The hotel industry is feeling the pain as well, with room reservations falling by 10 to 30 percent.

Fewer tourists, especially from China, mean shrinking revenue for duty-free shops. Duty-free businesses have thrived in recent years as hordes of Chinese tourists have spent big on expensive luxury goods.

For Lotte Duty Free Shops, sales to Chinese tourists visiting Seoul accounts for about 30 percent of overall revenue.

“Until Monday last week, sales to Chinese tourists were up 150 percent year-on-year,” said an official at the duty-free company. “We expect a significant dent in our business as the number of Chinese tourists is likely to shrink.”

Experts say that if the situation continues, it could also affect investments from overseas.

According to the Korea Trade-Investment Promotion Agency (Kotra), only nine out of 14 foreign investors from 12 countries said the tension is not affecting their investment.

Kotra said this is a mild but noticeable change compared to last month.

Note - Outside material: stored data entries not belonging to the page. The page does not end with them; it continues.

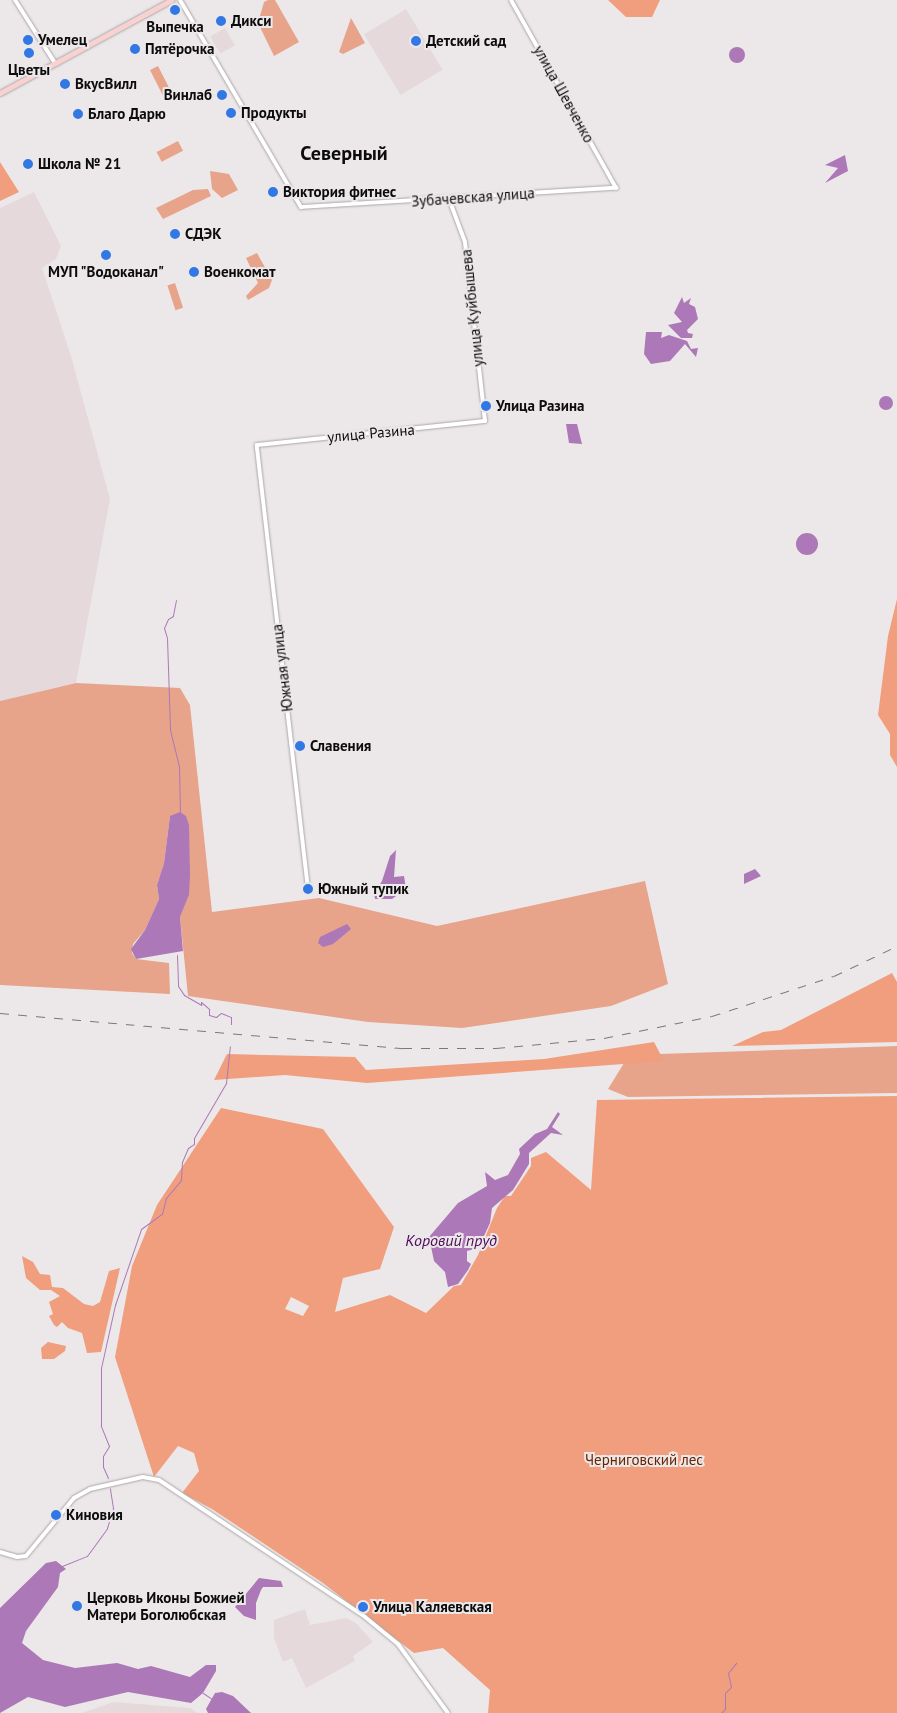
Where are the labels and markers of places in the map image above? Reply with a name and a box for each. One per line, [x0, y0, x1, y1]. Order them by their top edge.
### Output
marker: Выпечка [169, 4, 181, 16]
place label: Дикси [231, 12, 271, 30]
marker: Дикси [215, 15, 227, 27]
place label: Выпечка [146, 18, 204, 36]
place label: Умелец [38, 31, 87, 49]
place label: Детский сад [426, 32, 506, 50]
marker: Умелец [22, 34, 34, 46]
marker: Детский сад [410, 35, 422, 47]
place label: Пятёрочка [145, 40, 214, 58]
marker: Пятёрочка [129, 43, 141, 55]
marker: Цветы [23, 47, 35, 59]
place label: Цветы [8, 61, 50, 79]
place label: ВкусВилл [75, 75, 137, 93]
marker: ВкусВилл [59, 78, 71, 90]
place label: Винлаб [164, 86, 212, 104]
marker: Винлаб [216, 89, 228, 101]
place label: Продукты [241, 104, 307, 122]
place label: Благо Дарю [88, 105, 166, 123]
marker: Продукты [225, 107, 237, 119]
marker: Благо Дарю [72, 108, 84, 120]
place label: Школа № 21 [38, 155, 121, 173]
marker: Школа № 21 [22, 158, 34, 170]
place label: Виктория фитнес [283, 183, 396, 201]
marker: Виктория фитнес [267, 186, 279, 198]
place label: СДЭК [185, 225, 221, 243]
marker: СДЭК [169, 228, 181, 240]
marker: МУП "Водоканал" [100, 249, 112, 261]
place label: МУП "Водоканал" [47, 263, 165, 281]
place label: Военкомат [204, 263, 275, 281]
marker: Военкомат [188, 266, 200, 278]
place label: Улица Разина [496, 397, 585, 415]
marker: Улица Разина [480, 400, 492, 412]
place label: Славения [310, 737, 371, 755]
marker: Славения [294, 740, 306, 752]
place label: Южный тупик [318, 880, 409, 898]
marker: Южный тупик [302, 883, 314, 895]
place label: Киновия [66, 1506, 123, 1524]
marker: Киновия [50, 1509, 62, 1521]
place label: Церковь Иконы Божией Матери Боголюбская [87, 1588, 245, 1623]
place label: Улица Каляевская [373, 1598, 492, 1616]
marker: Церковь Иконы Божией Матери Боголюбская [71, 1600, 83, 1612]
marker: Улица Каляевская [357, 1601, 369, 1613]

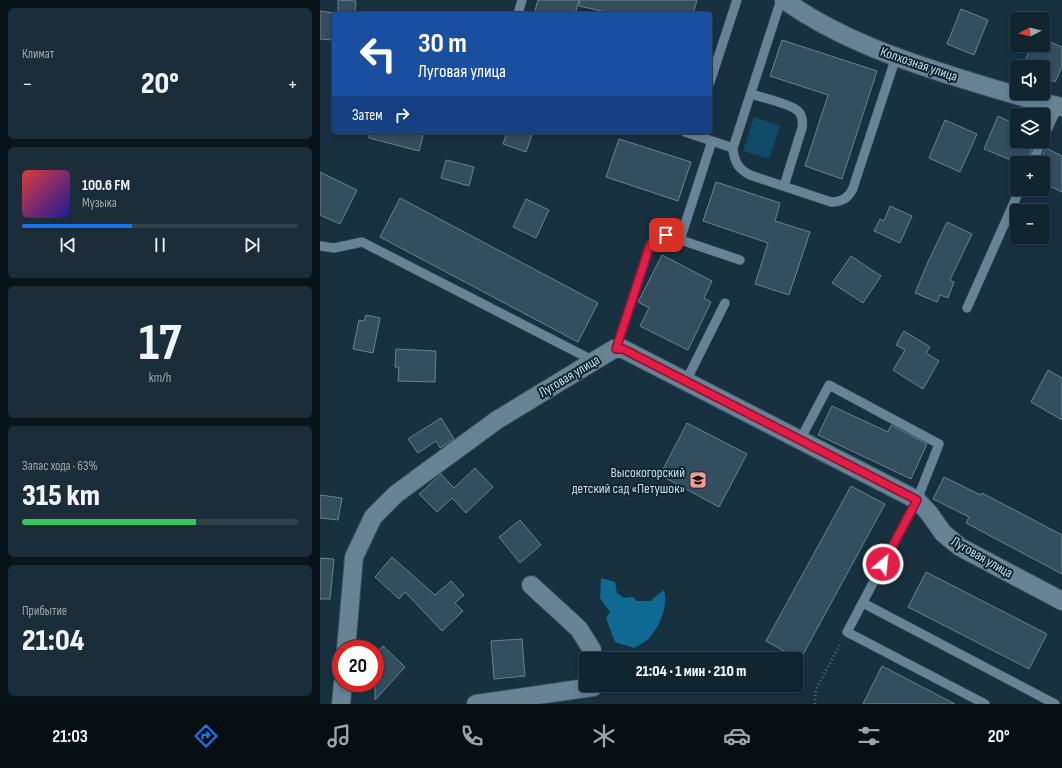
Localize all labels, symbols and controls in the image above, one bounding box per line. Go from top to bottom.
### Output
north arrow [1010,12,1050,52]
map controls [1010,12,1050,244]
text: 30 m [418,27,467,60]
icon: left [352,28,404,80]
street label: Колхозная улица [878,43,960,85]
text: Климат [22,46,54,62]
button: sound [1010,60,1050,100]
text: Луговая улица [418,61,506,82]
text: 20° [141,66,179,102]
text: − [22,71,33,98]
text: + [287,71,298,98]
icon: right [391,104,413,126]
text: Затем [352,106,383,125]
button: layers [1010,108,1050,148]
button: + [1010,156,1050,196]
text: 100.6 FM [82,176,130,195]
text: Музыка [82,195,117,211]
button: − [1010,204,1050,244]
pin [649,218,683,252]
icon: arrive [655,224,677,246]
icon: previous [57,234,79,256]
icon: pause [149,234,171,256]
icon: next [241,234,263,256]
text: 17 [139,312,181,375]
street label: Луговая улица [535,351,603,401]
text: km/h [149,370,171,386]
text: Запас хода · 63% [22,458,98,474]
place label: Высокогорский детский сад «Петушок» [572,464,685,497]
school or university icon: Высокогорский детский сад «Петушок» [688,470,708,490]
text: 315 km [22,478,100,514]
street label: Луговая улица [948,533,1016,581]
position arrow [862,543,904,585]
text: Прибытие [22,603,67,619]
text: 21:04 [22,623,84,659]
speed limit sign: 20 [332,640,384,692]
text: 21:04 · 1 мин · 210 m [636,662,746,681]
icon: directions [192,722,220,750]
icon: music [325,722,353,750]
icon: phone [458,722,486,750]
icon: climate [590,722,618,750]
icon: car [723,722,751,750]
icon: filters [855,722,883,750]
text: 21:03 [52,726,88,747]
text: 20° [988,726,1010,747]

The state-run agency said that when it conducted the same survey last month, almost all said the geopolitical tension had little influence on their investments.

“The North Korea risk has rarely lasted this long in the last 10 years or so,” said Kim Chang-bae at Korea Economic Research Institute.

“Instead of overreacting, we need to calmly approach the situation and find ways to recover the domestic market as well as economic sentiment.”

The stock market, on the contrary, seems to be recovering its pace. Korea Exchange, the nation’s securities operator, on Sunday estimated the benchmark Kospi index had fallen more than 5 percent as of Friday compared to the beginning of the year.

During the same period, the Dow Jones Industrial average rose nearly 11 percent. A week earlier the market closed at a low for the year of 1,918.69. Foreigners led the fall as they dumped 4 trillion won worth of stocks from March to April 11. The weakening Japanese yen was one reason, but North Korea was another factor that contributed to the fall. But in the last couple of trading sessions, the market has stabilized somewhat. Yesterday, the Kospi barely fell as it inched down 0.2 percent from Friday’s close.

“As if the slow passing of the tension was reflected in the market, the Korean won [that has been weakening] is starting to strengthen,” said an analyst at Mirae Asset Securities.

“Although we need to continue to monitor the financial market’s response, including the won-dollar exchange, it is likely to weaken.”